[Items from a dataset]
※
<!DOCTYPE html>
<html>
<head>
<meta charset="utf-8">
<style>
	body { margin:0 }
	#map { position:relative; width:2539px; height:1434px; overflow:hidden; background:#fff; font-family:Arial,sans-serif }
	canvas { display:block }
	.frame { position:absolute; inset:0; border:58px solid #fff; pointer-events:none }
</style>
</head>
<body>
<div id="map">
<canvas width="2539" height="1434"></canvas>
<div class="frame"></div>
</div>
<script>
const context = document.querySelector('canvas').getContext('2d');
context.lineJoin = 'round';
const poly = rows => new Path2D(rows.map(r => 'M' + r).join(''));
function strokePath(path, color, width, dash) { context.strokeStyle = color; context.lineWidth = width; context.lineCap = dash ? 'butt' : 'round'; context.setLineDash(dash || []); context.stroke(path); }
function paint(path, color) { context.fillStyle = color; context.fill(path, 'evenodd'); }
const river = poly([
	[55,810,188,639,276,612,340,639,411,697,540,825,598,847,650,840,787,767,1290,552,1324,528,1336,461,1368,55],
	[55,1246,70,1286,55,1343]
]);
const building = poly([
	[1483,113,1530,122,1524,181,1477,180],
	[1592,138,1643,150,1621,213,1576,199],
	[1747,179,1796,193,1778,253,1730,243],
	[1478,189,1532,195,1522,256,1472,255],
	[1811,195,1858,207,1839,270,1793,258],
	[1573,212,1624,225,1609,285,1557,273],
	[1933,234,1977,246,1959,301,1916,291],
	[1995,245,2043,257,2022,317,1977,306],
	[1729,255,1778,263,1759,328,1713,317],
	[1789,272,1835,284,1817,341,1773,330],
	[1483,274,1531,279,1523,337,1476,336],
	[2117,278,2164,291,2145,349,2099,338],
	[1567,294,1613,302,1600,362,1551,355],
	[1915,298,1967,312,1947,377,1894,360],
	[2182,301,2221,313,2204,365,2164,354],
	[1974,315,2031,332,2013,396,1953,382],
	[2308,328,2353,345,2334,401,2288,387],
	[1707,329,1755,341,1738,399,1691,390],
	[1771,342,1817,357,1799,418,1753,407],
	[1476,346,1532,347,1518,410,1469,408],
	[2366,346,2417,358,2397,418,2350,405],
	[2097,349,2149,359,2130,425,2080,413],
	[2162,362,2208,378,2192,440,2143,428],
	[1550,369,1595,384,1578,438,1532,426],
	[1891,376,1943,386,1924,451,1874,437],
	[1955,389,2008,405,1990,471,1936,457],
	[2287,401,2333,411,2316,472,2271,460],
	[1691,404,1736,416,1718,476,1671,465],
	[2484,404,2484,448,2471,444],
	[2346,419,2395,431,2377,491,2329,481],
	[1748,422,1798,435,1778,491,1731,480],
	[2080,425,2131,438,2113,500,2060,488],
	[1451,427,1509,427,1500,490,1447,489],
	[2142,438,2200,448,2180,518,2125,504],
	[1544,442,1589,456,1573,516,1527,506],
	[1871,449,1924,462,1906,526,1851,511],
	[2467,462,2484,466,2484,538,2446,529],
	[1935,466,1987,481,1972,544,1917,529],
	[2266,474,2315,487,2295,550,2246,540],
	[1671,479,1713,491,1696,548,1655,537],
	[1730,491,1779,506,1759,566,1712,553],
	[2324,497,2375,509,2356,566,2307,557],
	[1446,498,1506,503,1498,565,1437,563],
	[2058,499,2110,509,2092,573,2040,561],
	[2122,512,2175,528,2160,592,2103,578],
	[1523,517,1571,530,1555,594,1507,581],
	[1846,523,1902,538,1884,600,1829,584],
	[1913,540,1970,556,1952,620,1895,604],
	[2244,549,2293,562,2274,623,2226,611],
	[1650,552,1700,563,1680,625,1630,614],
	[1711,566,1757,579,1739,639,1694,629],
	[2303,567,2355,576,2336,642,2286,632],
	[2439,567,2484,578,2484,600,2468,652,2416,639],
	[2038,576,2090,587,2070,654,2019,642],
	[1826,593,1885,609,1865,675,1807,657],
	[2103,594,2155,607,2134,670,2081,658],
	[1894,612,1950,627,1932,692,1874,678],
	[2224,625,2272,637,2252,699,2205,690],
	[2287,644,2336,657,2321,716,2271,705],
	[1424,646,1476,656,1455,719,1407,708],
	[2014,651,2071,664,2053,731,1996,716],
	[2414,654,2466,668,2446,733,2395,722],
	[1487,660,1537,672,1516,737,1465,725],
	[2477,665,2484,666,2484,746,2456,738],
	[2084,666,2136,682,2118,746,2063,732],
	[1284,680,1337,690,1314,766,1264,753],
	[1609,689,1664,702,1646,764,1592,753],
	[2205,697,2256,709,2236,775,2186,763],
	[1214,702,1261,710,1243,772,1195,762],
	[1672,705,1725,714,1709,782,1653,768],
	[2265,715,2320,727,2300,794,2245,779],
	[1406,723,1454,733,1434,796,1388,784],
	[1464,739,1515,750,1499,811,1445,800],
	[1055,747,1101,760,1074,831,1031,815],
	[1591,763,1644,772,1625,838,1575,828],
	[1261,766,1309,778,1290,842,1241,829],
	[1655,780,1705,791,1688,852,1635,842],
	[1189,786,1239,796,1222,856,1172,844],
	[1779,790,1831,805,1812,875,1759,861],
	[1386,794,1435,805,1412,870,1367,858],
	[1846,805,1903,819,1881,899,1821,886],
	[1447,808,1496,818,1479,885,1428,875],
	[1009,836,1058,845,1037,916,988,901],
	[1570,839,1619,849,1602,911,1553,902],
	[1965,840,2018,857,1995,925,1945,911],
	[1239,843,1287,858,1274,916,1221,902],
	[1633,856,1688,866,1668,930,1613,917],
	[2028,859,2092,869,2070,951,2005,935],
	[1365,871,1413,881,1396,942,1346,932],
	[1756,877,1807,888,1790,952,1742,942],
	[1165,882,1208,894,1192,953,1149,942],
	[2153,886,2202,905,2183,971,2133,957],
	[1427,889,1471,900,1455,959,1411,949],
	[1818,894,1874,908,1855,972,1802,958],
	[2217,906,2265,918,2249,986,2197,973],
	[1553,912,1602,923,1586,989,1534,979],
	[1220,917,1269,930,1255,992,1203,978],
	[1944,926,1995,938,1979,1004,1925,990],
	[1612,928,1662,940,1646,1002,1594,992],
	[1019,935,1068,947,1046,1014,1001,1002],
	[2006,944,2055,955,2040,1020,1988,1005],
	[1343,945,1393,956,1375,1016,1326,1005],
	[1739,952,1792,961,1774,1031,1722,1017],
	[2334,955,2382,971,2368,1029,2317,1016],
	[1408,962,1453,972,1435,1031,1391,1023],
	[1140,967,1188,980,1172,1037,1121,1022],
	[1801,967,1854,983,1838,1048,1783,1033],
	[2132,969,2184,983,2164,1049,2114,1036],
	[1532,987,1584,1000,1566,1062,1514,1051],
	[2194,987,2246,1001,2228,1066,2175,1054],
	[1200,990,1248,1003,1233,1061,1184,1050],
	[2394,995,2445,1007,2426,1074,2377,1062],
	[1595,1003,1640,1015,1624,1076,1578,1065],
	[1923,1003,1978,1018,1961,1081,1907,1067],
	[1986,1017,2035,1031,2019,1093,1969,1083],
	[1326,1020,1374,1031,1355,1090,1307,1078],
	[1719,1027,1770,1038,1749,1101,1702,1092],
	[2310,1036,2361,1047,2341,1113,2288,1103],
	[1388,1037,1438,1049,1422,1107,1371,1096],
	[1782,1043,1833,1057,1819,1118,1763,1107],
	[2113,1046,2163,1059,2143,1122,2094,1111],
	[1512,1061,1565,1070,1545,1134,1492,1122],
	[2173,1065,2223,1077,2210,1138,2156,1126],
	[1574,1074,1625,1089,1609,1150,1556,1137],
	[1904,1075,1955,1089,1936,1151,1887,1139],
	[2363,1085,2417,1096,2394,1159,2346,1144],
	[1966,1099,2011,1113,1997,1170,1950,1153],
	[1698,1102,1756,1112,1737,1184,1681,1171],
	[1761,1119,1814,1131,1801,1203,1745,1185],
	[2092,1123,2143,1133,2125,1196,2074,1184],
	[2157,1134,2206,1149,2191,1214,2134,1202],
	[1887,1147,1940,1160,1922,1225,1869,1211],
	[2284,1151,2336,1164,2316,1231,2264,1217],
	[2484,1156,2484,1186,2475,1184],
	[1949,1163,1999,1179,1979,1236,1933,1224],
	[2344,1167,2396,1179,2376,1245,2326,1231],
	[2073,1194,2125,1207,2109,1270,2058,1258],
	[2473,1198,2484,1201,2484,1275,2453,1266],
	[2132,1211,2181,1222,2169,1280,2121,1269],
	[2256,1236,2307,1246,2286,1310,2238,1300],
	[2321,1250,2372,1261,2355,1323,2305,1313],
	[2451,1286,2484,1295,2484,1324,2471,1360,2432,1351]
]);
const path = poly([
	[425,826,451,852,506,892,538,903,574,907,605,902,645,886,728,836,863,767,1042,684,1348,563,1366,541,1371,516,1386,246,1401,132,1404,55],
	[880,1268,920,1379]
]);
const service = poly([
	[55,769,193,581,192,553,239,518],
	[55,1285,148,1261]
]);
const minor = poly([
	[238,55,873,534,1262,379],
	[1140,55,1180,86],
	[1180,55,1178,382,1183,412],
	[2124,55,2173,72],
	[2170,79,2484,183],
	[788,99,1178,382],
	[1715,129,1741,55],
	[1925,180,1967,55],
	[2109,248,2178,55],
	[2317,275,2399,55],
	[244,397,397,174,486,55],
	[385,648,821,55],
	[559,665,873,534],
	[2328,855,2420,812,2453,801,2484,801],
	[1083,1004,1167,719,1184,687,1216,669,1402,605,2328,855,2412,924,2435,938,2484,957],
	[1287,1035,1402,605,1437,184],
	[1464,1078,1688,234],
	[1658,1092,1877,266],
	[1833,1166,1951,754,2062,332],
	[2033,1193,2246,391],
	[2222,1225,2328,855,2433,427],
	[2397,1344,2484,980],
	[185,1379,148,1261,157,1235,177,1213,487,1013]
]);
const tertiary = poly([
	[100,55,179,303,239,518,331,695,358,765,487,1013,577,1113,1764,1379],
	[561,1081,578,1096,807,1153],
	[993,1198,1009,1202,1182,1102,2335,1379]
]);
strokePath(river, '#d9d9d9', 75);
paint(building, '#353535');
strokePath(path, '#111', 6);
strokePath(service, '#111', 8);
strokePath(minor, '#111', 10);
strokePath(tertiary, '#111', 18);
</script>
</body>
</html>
※
--- YOUR TASK ---
Given the data above, which lines hold the string "canvas"? Return them.

--- EXPECTED ANSWER ---
	canvas { display:block }
<canvas width="2539" height="1434"></canvas>
const context = document.querySelector('canvas').getContext('2d');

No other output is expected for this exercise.